Marx e a dívida pública

No seu cerne, a dívida pública surgiu como um importante instrumento de financiamento dos gastos do Estado, sempre que os impostos se mostravam insuficientes para cobrir suas necessidades e este se esbarrava em resistência da sociedade para aumentá-los.

Em O Capital, especificamente no livro I, capítulo XXIV, Karl Marx já vaticinava; “a dívida pública, cujas origens vamos encontrar na Idade Média, em Gênova e Veneza, apoderou-se de toda Europa durante o período manufatureiro. Impulsionava-a ao sistema colonial com seu comércio marítimo e suas guerras comerciais. O regime de dívida pública implantou-se primeiro na Holanda. A dívida do Estado, ou seja, a sua venda – seja ele despótico, constitucional ou republicano – imprime sua marca à era capitalista.”

Com base nessa perspectiva, a dívida catapultou o poder do Estado de impulsionar a acumulação primitiva muito além do que lhe propiciaria a cobrança de impostos para financiar atividades essenciais para o modo de produção capitalista.

No que diz respeito aos custos que a dívida iria representar para a sociedade, Marx não tinha a menor dúvida de que seriam as camadas menos favorecidas da sociedade que acabariam arcando com o seu ônus, por se tratar de uma transferência da riqueza intermediada pelo Estado para o capital, mais cedo ou mais tarde, teria de ser coberta pelo aumento de impostos.

Para Marx, “apoiando-se na dívida pública na receita pública, que tem de cobrir os juros e demais pagamentos anuais, tornou-se o moderno sistema tributário o complemento indispensável do sistema de empréstimos nacionais. Os empréstimos capacitam o governo a enfrentar despesas extraordinárias, sem recorrer imediatamente ao contribuinte, mas acabam levando o governo a aumentar posteriormente os impostos.
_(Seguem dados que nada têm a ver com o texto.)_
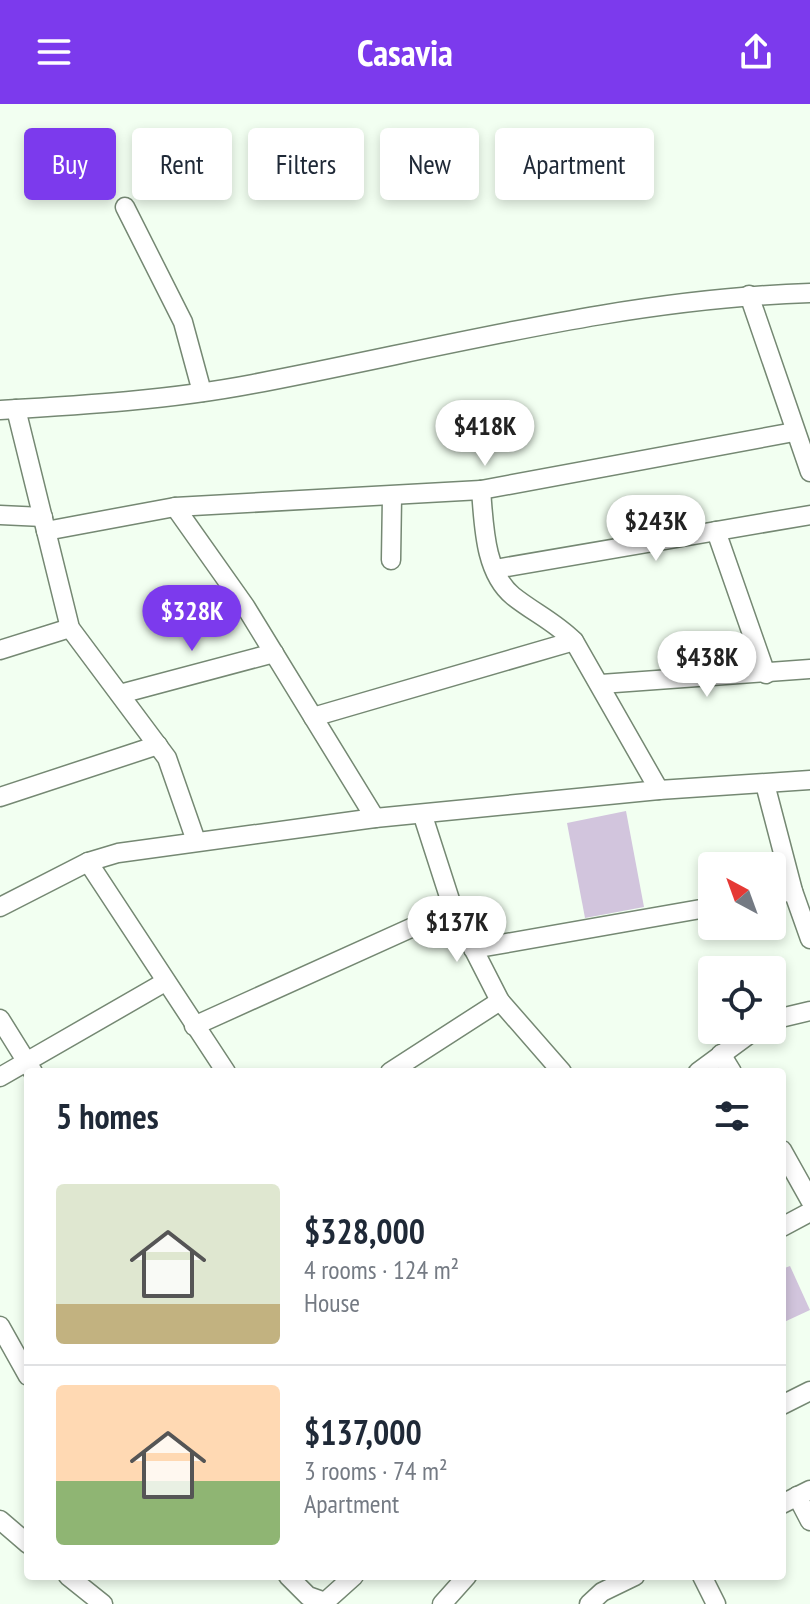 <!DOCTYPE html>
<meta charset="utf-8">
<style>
:root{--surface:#fff;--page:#f6f6f7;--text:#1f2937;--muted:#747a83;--line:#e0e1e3;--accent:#7c3aed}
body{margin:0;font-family:"PT Sans Narrow",sans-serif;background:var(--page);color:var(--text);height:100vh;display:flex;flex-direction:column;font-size:30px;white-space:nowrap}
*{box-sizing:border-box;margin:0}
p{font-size:26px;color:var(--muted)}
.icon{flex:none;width:44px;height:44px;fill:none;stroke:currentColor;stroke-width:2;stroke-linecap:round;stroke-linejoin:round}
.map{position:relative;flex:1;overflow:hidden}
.panel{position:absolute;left:24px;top:964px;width:762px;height:512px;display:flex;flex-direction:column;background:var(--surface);border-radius:8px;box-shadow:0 4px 12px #0003}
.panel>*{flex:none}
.hud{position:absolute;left:24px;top:24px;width:762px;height:72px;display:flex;gap:16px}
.needle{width:52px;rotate:319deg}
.buttons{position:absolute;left:698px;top:748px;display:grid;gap:16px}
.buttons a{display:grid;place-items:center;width:88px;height:88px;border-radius:8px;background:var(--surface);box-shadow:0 4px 12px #0003;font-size:40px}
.price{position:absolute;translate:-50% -68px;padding:0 18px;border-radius:28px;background:#fff;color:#222;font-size:26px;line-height:52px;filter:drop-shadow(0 2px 4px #0008)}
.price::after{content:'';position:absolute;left:50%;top:48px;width:24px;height:18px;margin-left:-12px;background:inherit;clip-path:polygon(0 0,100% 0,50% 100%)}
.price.on{background:var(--accent);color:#fff}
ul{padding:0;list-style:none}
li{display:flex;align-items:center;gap:24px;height:200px;padding:0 32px}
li+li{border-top:2px solid var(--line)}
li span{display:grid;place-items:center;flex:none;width:224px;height:160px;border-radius:8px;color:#555}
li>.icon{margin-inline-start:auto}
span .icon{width:96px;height:96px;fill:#fffc;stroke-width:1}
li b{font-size:34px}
h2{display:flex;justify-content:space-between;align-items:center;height:96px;padding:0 32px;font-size:34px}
.chip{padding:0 28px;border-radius:8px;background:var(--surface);box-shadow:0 4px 12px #0003;font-size:28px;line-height:72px}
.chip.on{background:var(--accent);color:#fff}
header{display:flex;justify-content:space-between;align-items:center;height:104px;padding:0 32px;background:var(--accent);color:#fff;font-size:36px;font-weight:800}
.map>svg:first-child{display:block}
</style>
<header><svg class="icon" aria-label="menu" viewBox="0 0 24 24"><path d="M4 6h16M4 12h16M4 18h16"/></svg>Casavia<svg class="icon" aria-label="share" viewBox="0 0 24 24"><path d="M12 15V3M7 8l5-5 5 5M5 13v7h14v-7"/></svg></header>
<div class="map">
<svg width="810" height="1500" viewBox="0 0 810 1500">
<rect width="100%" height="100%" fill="#f2fff1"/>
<g fill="#d2c5dd">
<polygon points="626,707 644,803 585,814 567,719"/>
<polygon points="790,1162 810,1206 782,1219 782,1165"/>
</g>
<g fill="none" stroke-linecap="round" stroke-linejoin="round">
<defs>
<g id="minor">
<polyline points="125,103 183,218 202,288"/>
<polyline points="749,191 810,368"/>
<polyline points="16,305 70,524 167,654 196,737"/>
<path d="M0,306C85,301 169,296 253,280C438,245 621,195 810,189"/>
<path d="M481,386C484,420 484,468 513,492C533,508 555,518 574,537L659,686"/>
<polyline points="175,403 245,502 375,714"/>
<polyline points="0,411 43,413"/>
<polyline points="46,427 175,403 481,386 794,328"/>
<polyline points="716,427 766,570"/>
<polyline points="391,456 392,393"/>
<polyline points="495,465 810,411"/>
<polyline points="0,546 70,524"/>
<polyline points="601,580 810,565"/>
<polyline points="120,590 274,549"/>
<polyline points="313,613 574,537"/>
<polyline points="765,680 793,787 810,835"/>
<polyline points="0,693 158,641"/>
<polyline points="423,712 453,805 500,897 562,968"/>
<polyline points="88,758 226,968"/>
<polyline points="772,791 793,787"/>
<polyline points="0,803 88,758 118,749 375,714 659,686 810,676"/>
<polyline points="473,845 712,803"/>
<polyline points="0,915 33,968"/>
<polyline points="772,916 810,907"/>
<polyline points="194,922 453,805"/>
<polyline points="721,950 732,968"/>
<polyline points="390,968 500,897"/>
<polyline points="698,968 755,926"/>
<polyline points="0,973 165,878"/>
<polyline points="782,1046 810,1096"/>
<polyline points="782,1123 810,1108"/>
<polyline points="0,1222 28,1272"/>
<polyline points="782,1301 810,1287"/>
<polyline points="797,1392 810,1417"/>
<polyline points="782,1400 810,1386"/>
<polyline points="0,1416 28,1440"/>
<polyline points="68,1472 103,1500"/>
<polyline points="288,1472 308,1492 325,1498 354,1472"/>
<polyline points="702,1472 716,1500"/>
<polyline points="442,1500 467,1472"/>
<polyline points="589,1500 602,1488 635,1472"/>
</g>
</defs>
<use href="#minor" stroke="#758873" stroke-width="21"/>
<use href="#minor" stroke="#fff" stroke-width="18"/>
</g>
</svg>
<div class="buttons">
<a><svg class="needle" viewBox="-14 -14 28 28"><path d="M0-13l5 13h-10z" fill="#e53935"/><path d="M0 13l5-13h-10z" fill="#747a83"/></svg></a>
<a><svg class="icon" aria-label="locate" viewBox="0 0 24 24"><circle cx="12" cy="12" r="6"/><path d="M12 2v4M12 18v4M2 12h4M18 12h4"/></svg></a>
</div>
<b class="price" style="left:485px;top:364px">$418K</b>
<b class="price" style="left:656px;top:459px">$243K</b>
<b class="price on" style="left:192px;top:549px">$328K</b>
<b class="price" style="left:707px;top:595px">$438K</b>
<b class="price" style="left:457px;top:860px">$137K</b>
<div class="hud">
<a class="chip on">Buy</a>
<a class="chip">Rent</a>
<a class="chip">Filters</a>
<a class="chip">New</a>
<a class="chip">Apartment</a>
</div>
<section class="panel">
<h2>5 homes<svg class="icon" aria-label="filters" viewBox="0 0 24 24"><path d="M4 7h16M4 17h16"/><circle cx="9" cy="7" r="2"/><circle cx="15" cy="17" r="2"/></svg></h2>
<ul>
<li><span style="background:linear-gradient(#dfe7d0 75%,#c2b280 0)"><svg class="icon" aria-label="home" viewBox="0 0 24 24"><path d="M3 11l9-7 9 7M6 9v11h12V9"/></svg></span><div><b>$328,000</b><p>4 rooms · 124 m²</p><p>House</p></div></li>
<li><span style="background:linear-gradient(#ffd9b3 60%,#8fb573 0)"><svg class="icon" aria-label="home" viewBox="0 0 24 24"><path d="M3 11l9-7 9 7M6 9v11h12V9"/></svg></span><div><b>$137,000</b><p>3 rooms · 74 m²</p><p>Apartment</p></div></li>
</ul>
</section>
</div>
Por outro lado, o aumento dos impostos causado pela acumulação de dívidas sucessivamente contraídas, força o governo a tomar novos empréstimos sempre que aparecem novas despesas extraordinárias.”

Pode-se dizer que se a dívida pública ajudou a gerar o capitalismo, ao mesmo tempo que se tornou seu filho indissolúvel, o sistema não teria logrado atingir os níveis atuais de desenvolvimento – e menos ainda na velocidade em que isso ocorreu – sem a sua ajuda (e a do Estado). Mas assim como alimenta o capital, a dívida põe força – ou lastreia – movimentos que põem em risco sua reprodução.

Num mundo capitalista em transformação, no qual a abertura dos mercados financeiros aumentou o passeio do dinheiro pelo planeta e o capital financeiro subordinou o capital industrial, tal associação, nessa perspectiva, encontrou terreno fértil para justificar teoricamente a necessidade dos Estados realizarem um rigoroso controle dos fluxos orçamentários e do estoque de suas dívidas para assegurar a remuneração e a preservação dos capitais aplicados em títulos públicos.

Para tanto, deveriam submeter-se à realização de um ajuste estrutural e permanente de suas contas, capaz de “convencer” os agentes de que conseguirão cumpri-lo e de que sua situação fiscal tende prospectivamente a melhorar.

A fiscalização do cumprimento deste “dever de casa” passou a ser atribuída às agências de rating, especificamente criadas para essa finalidade, uma espécie, portanto, de fiscais do capital financeiro internacional.

O compromisso com a sustentabilidade e redução da dívida pública, por meio, principalmente de superavits fiscais primários torna-se, nesta perspectiva, um “ato sagrado”, que subordina a política fiscal à sua “veneração”, ainda que tenham de sacrificar as demais políticas de Estado.

Em tempos de crise financeira mundial e (re)formulação do orçamento público, nada melhor do que (re)pensar o maior gasto dos Estados nacionais; a dívida pública.